川本委員より、「スクールサポーターのどのような機能が評価されているのかを明確にできないか。スクールサポーターの拡充ばかりを目指すことは現実的ではないことから、それが評価されている機能を明確にして、学校の教師側にその機能を付加することで問題解決につなげられるのではないのかと思う」旨の発言があった。

委員長より、「人とコミュニケーションをとって思いを引き出すというのは、資格や技術という面でとらえるのは難しい面もあると思う。PTAと警察、地域の人達も含めてよく話し合えば、対応の仕方も見えてくるのではないか」旨、木村委員より、「子供とコミュニケーションをとるということでは、町内会等のいろいろな既存の組織を活用することも考えられるのではないか」旨の発言があった。

 

(2)交通局長から、自動運転の実現に向けた取組について報告があった。

木村委員より、「徐々に進展が見られており、非常に好ましい。来年、ドイツでは、レベル3の実証実験を始めると聞いたがどうか」旨の発言があり、交通局長から、「ドイツでは、実証実験ではなく、レベル3に対応するような形で自国の道路交通法を改正しているものである。他方で、現在は、車両の型式認定に係る検討が行われており、来年にレベル3の機能が利用可能になることを目指しているものと承知している」旨の説明があり、木村委員より、「日本は2020年を目標としているので、2年の差が生じている。日本でのイノベーションの速度を速めていかないと諸外国に遅れてしまうのではないかと心配する」旨の発言があり、交通局長から、「技術開発の進展に合わせて制度整備が進むよう取り組んでまいりたい。そのためにも、自動車メーカー等とも連携を図ってまいりたいと考えている」旨の説明があり、川本委員より、「そうであれば、5年後、10年後に向けて警察庁として主体的に取り組まなければならない論点は何かというように、時間軸が設定された論点整理が本日の説明でも示されるべきではないか」旨の発言があり、交通局長から、「現在、2020年に向けた制度改正の大綱を本年度に策定することを踏まえ、論点整理を行っている。今回の論点整理を通じて、さらに将来に向けてどのような取組が必要となるかを検討してまいりたい」旨の説明があった。

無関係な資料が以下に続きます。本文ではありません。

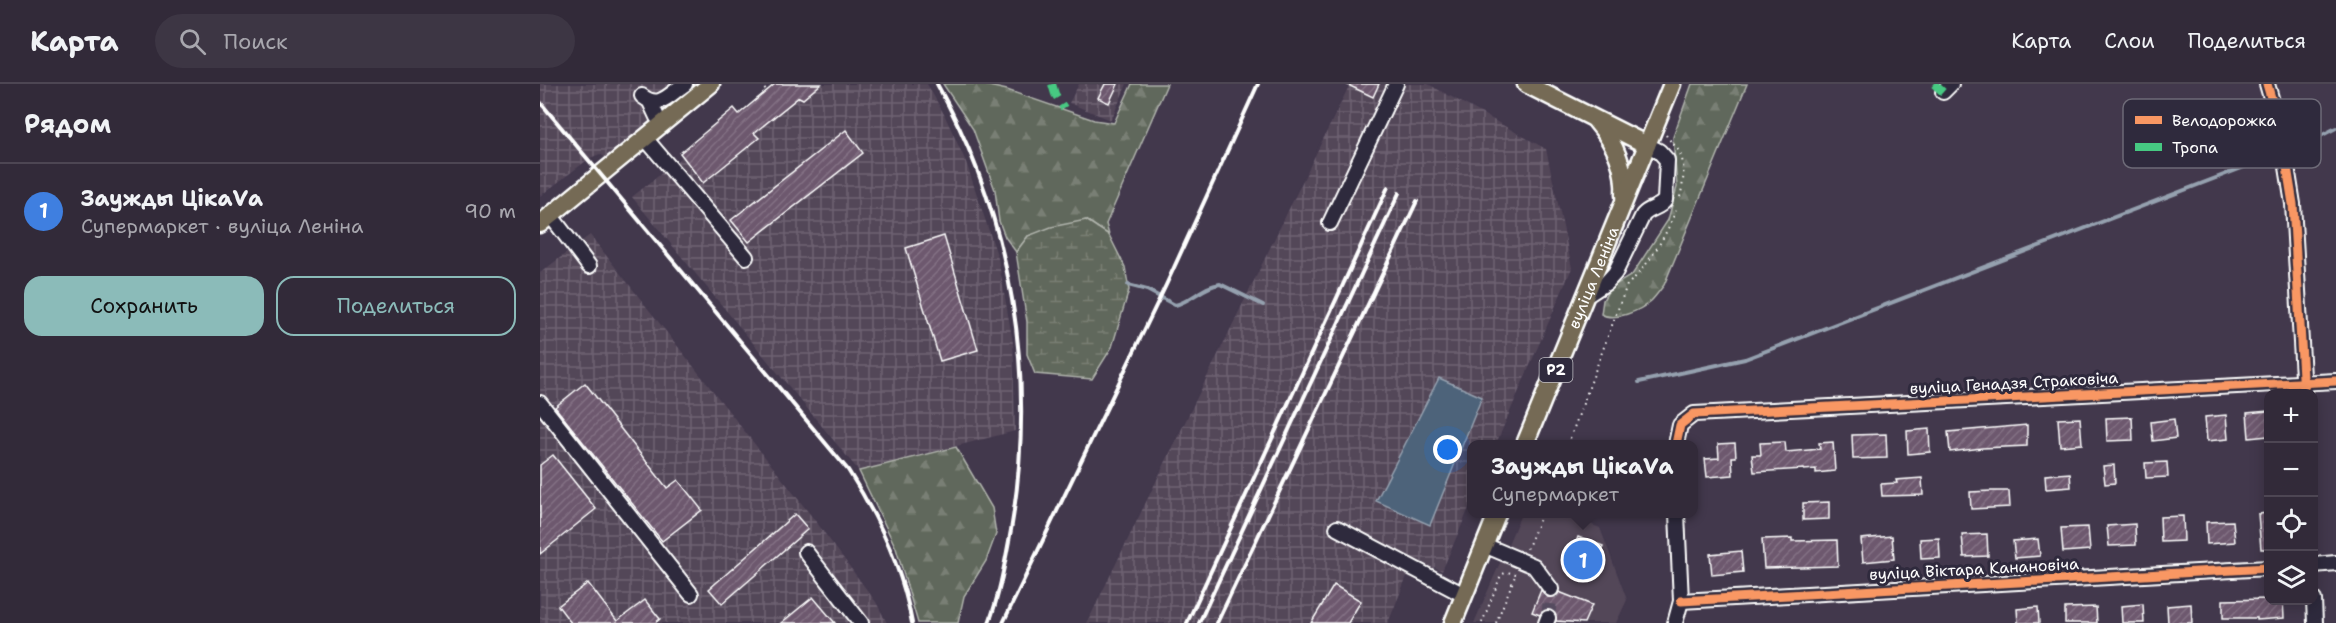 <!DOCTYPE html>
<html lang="ru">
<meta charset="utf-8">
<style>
body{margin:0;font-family:"Shantell Sans",sans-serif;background:#3d3644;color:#f1f3f6}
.controls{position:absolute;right:18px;bottom:18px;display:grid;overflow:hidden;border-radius:12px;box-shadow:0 3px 15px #0003}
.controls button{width:54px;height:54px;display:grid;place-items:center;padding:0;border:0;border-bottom:2px solid #4d4653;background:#322a39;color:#f1f3f6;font:30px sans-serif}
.you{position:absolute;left:908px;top:366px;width:21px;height:21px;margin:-15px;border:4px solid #fff;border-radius:50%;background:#1a73e8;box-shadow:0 0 0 9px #1a73e833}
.badge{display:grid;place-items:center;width:39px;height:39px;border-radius:50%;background:#8bbbb9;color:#fff;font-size:20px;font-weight:700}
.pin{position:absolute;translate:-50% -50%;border:3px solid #fff;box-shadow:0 2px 6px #0006}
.popup{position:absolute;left:927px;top:356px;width:231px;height:78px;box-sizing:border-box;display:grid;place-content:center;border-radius:12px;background:#322a39;filter:drop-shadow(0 2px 4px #0005);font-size:20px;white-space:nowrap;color:#a8a7ae}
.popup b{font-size:22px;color:#f1f3f6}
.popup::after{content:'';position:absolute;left:50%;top:100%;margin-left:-12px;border:12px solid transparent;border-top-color:#322a39}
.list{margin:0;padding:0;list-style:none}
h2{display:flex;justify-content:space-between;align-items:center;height:78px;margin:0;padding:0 24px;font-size:26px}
h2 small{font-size:20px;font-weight:400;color:#a8a7ae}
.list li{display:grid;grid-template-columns:39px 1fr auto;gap:18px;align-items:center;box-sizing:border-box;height:96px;padding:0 24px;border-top:2px solid #4d4653}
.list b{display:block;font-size:22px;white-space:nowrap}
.list p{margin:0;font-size:20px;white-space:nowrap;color:#a8a7ae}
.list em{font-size:20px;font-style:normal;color:#a8a7ae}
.actions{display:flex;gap:12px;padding:18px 24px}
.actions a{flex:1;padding:14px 0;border:2px solid #8bbbb9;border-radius:18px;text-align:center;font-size:21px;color:#8bbbb9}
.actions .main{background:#8bbbb9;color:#111}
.icon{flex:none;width:33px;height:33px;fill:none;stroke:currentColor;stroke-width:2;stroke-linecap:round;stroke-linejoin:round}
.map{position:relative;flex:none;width:1796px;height:539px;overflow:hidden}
header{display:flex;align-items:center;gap:36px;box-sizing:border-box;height:84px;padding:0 30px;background:#322a39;border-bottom:2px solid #4d4653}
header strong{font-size:28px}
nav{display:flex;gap:33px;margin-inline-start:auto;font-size:21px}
.search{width:420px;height:54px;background:#3d3644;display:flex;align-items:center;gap:15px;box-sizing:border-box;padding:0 21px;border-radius:33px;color:#a8a7ae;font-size:22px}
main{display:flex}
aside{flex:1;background:#322a39}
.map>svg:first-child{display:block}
.built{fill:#534659}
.industrial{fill:url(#industrial-grid)}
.forest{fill:url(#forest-firs);stroke:#b0b4ad;stroke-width:1.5}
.wetland{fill:url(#wetland-marsh);stroke:#b0b4ad;stroke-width:1.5}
.water{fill:#4e637a;stroke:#95a1af;stroke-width:1.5}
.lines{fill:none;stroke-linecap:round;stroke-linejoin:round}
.stream{stroke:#95a1af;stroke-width:4}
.building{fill:url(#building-hatch);stroke:#fff;stroke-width:1.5}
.minor-tunnel{stroke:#554c5e;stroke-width:14;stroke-dasharray:14 7;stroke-linecap:butt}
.minor-casing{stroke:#fff;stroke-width:18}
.major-casing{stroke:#fff;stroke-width:21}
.path{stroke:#fff;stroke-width:2;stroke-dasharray:1.5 4.5;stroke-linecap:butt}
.minor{stroke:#2f2a3d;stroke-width:14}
.major{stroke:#746b55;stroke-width:16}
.rail{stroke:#fff;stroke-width:4}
.quiet{stroke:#46c982;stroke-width:8;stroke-dasharray:15 8;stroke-linecap:butt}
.cycleway-casing{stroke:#2f2a3d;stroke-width:13}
.cycleway{stroke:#f99763;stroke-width:9}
.labels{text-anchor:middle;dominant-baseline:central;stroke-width:6;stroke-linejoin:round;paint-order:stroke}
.shield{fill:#2f2a3d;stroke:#c1bfc5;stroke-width:1.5}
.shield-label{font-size:15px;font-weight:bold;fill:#fff}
.street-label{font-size:16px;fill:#fff;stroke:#2f2a3d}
.key{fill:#2f2a3d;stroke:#6d6a77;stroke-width:1.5}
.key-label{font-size:16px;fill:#fff}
</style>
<header>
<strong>Карта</strong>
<div class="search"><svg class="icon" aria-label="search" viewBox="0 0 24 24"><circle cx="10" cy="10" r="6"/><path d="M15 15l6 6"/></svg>Поиск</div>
<nav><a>Карта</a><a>Слои</a><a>Поделиться</a></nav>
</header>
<main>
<aside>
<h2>Рядом<small></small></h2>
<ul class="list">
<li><span class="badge" style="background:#3f7fe0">1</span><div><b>Заужды ЦікаVа</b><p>Супермаркет · вуліца Леніна</p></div><em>90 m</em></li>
</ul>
<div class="actions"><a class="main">Сохранить</a><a>Поделиться</a></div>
</aside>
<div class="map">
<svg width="1796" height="539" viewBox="0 0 1796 539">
<defs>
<pattern id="industrial-grid" width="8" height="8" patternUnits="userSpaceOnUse" patternTransform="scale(1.5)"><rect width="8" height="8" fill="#534659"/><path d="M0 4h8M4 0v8" fill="none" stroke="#6d6272"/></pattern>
<pattern id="forest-firs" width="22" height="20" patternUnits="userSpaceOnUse" patternTransform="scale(1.5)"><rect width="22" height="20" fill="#61685b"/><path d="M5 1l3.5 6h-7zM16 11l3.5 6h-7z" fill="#797f74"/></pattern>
<pattern id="wetland-marsh" width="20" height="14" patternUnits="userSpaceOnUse" patternTransform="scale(1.5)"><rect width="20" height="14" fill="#61685b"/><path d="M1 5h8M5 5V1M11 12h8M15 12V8" fill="none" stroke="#797f74"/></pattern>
<pattern id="building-hatch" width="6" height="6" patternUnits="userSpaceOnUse" patternTransform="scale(1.5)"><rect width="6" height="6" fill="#6d586e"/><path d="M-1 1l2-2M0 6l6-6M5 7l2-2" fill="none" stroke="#837184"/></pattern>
</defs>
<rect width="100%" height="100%" fill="#42384c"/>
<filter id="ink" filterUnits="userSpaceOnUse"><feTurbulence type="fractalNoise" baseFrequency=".0167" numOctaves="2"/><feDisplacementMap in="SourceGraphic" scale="12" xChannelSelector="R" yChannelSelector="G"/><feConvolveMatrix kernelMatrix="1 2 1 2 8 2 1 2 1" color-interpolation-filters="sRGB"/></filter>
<g filter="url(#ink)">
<polygon class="built" points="981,430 1025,430 1060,444 1087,516 1076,539 934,539"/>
<g class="industrial">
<polygon points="0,0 132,0 130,2 140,15 66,74 60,70 50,74 0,112"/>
<polygon points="235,0 387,0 404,30 426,78 458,174 473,259 475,347 319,387 92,113 142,73 140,69 194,24 199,30"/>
<polygon points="539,0 587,0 571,36 529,19"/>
<polygon points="810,0 888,0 1006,65 1032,184 956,360 932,360 932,417 902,487 894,483 887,501 867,492 848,539 547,539"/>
<polygon points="50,151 277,439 336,518 347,539 0,539 0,189"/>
</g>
<g class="forest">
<polygon points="403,0 440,0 467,6 554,36 574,39 592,0 627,0 566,140 569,151 546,136 488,152 476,168 465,153 459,137 455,106 433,45"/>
<path d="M1152,0H1207L1124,201C1120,206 1116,212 1111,217C1100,227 1074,238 1061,230L1063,216L1070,204L1092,191L1128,136L1137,103L1133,53Z"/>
<polygon points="416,363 452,424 456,450 446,477 424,512 418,539 378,539 356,464 319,387"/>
</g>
<polygon class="wetland" points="546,136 569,151 585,183 589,206 572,263 552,295 495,290 487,270 487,238 476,168 488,152 511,143"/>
<polygon class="water" points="899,294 942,313 890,441 836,417"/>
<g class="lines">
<g class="stream">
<polyline points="1761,62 1796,44"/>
<path d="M588,201L607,206L635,221C652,217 663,202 680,200L723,221"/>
<polyline points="1099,298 1205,275 1720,77"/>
</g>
</g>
<g class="building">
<polygon points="235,0 281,0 263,15 259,13 214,49 219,54 163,99 140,69 194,24 199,30"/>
<polygon points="565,0 578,0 569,19 558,14"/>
<polygon points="806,0 839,0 833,13"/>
<polygon points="306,46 323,69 209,158 191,136"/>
<polygon points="404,152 438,266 400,277 366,164"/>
<polygon points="45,299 127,404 138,396 162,426 122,457 15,323"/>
<polygon points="1728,327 1728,352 1709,354 1707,329"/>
<polygon points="1686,331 1688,355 1667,357 1665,333"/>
<polygon points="1592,333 1593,356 1567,357 1566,334"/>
<polygon points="1540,334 1542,360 1520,362 1518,335"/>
<polygon points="1634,335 1636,354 1613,357 1611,338"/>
<polygon points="1487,341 1487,362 1442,364 1410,368 1408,348"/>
<polygon points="1389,345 1390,368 1368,370 1367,347"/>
<polygon points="1346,350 1347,374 1313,375 1312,351"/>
<polygon points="1245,358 1246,368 1280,365 1279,359 1293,358 1295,387 1276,389 1276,385 1264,386 1264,385 1214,388 1212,371 1221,371 1220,359"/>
<polygon points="1195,359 1196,373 1192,373 1193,391 1167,393 1165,375 1179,374 1178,360"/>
<polygon points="13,371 56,425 0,470 0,381"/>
<polygon points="1627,378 1628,393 1606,394 1605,379"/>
<polygon points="1574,381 1575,399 1565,400 1563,382"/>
<polygon points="1530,389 1531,403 1506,405 1505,391"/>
<polygon points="1382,394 1383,411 1342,412 1341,400 1357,399 1356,396"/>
<polygon points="1451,407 1469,407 1470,423 1431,425 1430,408"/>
<polygon points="1289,418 1289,435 1263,436 1263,419"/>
<polygon points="1728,429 1728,465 1721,465 1718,430"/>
<polygon points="255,430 268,445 182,520 169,505"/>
<polygon points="1643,432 1644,457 1621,458 1620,433"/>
<polygon points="1693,437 1695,458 1667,460 1666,438"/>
<polygon points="1595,440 1596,461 1569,462 1567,442"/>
<polygon points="1548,443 1550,466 1523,468 1521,444"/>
<polygon points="1447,450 1448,472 1424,473 1422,451"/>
<polygon points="1352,452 1354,475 1323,478 1321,455"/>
<polygon points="1038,453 1063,462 1051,495 1026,486"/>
<polygon points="1252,454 1252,457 1297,456 1298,482 1224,484 1222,455"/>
<polygon points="1399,454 1400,474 1381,475 1380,455"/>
<polygon points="1498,455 1500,472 1475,474 1473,457"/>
<polygon points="1201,467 1203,488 1172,491 1170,470"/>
<polygon points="48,499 77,537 105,516 120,535 115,539 31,539 18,522"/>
<polygon points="794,501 821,517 808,539 771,539"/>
<polygon points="1001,506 1008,513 1016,513 1019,508 1052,521 1044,539 1016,537 1015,529 1011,525 1003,527 1000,531 992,528"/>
<polygon points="273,513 295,539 241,539"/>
<polygon points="1728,515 1743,516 1744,534 1717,536 1717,534 1683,534 1683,516"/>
<polygon points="1603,520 1604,539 1582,539 1581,522"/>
<polygon points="1651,520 1652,539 1628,539 1627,522"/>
<polygon points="1498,523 1499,539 1478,539 1477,525"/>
<polygon points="1556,523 1557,539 1525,539 1525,524"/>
</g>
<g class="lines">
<polyline class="minor-tunnel" points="1008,534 1011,505"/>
<defs>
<g id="minor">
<polyline points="1727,0 1742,52 1753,120 1764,310"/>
<polyline points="1403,8 1411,0"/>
<path d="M102,12C120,26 129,10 145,0"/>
<polyline points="110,18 117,33 123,39"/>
<polyline points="105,54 206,173"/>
<polyline points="11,132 49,182"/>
<polyline points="790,139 856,0"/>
<path d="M1046,212L1066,199L1075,189L1103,131C1110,123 1119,125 1125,116L1127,76L1119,67L1107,61"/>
<polyline points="0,319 151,510"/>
<polyline points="1136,360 1140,341 1154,330 1796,297"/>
<polyline points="797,444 924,511"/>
<polyline points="944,461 994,482 1011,505"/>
<polyline points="266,468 321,539"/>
<polyline points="1774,481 1796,479"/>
<polyline points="1774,516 1775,539"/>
<polyline points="1141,517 1728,484"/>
<polyline points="1006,539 1008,534"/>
<polyline points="1135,539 1141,517 1137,430"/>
</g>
<g id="major">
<polyline points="986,0 1107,61"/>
<path d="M1056,37C1074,58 1086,84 1084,112"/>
<polyline points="0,140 171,0"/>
<path id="s1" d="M985,360L1132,0"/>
<polyline points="913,539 957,430"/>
</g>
</defs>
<use href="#minor" class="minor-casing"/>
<use href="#major" class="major-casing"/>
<g class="path">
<polyline points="221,0 226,7"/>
<path d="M1126,51C1129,56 1134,60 1138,66C1147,79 1143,103 1139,117"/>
<path d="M1028,360L1087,201C1108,183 1128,149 1137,123"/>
<polyline points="987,465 1002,430"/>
<polyline points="942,539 961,491 967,488 976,490"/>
<polyline points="956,539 975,492"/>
</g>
<use href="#minor" class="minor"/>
<use href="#major" class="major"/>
<g class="rail">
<path d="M397,0C473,136 497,293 471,446C465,478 460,509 449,539"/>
<path d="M0,18L308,386C339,434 362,483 372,539"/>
<polyline points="463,539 626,201 718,0"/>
<polyline points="647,539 848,103"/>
<polyline points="659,539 859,109"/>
<polyline points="677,539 877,117"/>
</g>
<g class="quiet">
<polyline points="512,0 515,10 524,24"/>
<polyline points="1394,0 1403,8"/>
</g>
<defs>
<g id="cycleway">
<polyline points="1727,0 1742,52 1753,120 1764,310"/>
<polyline points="1136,360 1140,341 1154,330 1796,297"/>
<polyline points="1141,517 1728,484"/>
</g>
</defs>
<use href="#cycleway" class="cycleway-casing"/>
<use href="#cycleway" class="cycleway"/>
</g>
</g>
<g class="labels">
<rect class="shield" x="999.5" y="274" width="33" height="24" rx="4.5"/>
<g class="shield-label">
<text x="1016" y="286">Р2</text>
</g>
<g class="street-label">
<text stroke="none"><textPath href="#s1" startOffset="180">вуліца Леніна</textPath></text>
<text transform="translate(1474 299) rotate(-3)">вуліца Генадзя Страковіча</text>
<text transform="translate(1434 485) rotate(-3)">вуліца Віктара Канановіча</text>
</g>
</g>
<rect x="1583" y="15" width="198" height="69" rx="9" class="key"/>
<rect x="1595" y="32" width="27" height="8" fill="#f99763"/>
<rect x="1595" y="59" width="27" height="8" fill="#46c982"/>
<g class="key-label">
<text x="1632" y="42">Велодорожка</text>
<text x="1632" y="69">Тропа</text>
</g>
</svg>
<div class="controls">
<button>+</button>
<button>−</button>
<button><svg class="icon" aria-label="locate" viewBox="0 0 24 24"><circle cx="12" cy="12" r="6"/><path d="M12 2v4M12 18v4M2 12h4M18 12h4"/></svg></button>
<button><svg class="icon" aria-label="layers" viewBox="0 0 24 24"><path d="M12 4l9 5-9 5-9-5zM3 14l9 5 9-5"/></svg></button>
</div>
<div class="you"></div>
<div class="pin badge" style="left:1043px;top:476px;background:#3f7fe0">1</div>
<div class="popup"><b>Заужды ЦікаVа</b>Супермаркет</div>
</div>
</main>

北島委員より、「自動運転に関する基準についての国際的な議論はしっかりと進められているのか」旨の発言があり、交通局長から、「我が国を含む各国が積極的に議論を進めるべく取り組んでいるところである」旨の説明があった。

安藤委員より、「レベル2からレベル3への移行は、法的にも制度的にも非常に大きな転換であり、今、レベル3になった場合に想定されることを検討し、手当てし、その後にも対応できるようにしていくことが非常に重要である。スピード感を持って進められるように期待する。ここが正念場ではないかと思う」旨の発言があり、交通局長から、「レベル3では、レベル2とは異なる点がある一方、システムから運転者への運転の委譲があり得るなどの特徴がある。その意味では、移行期という位置付けであると考えている」旨の説明があった。

奥野委員より、「ジュネーブ条約で定める自動運転に関する基本的なルール作りには、日本も積極的に参画している。各国によって道路交通事情は異なっているが、自動運転に向けた日本の法整備では、こうした日本固有の道路交通事情も配慮した内容になるのか」旨の発言があり、交通局長から、「具体的にどのような自動運転システムが実現しているかに合わせた法整備が必要になると考えている。他方で、国際的な議論においても、将来的にどのような自動運転システムが実現するかを見越して議論を行うことは容易ではないという認識がある」旨の説明があり、奥野委員より、「レベル5も含め、自動運転の将来については明確に見通せない部分もある。自動運転構想の一部の計画には、世界的にも技術開発の進展や社会的ニーズを越えた先走り感があるように思える。日本警察としては、安全確保のためにも、技術開発の進ちょく度合いを見据えつつ、必要な施策を進めてもらいたい」旨の発言があった。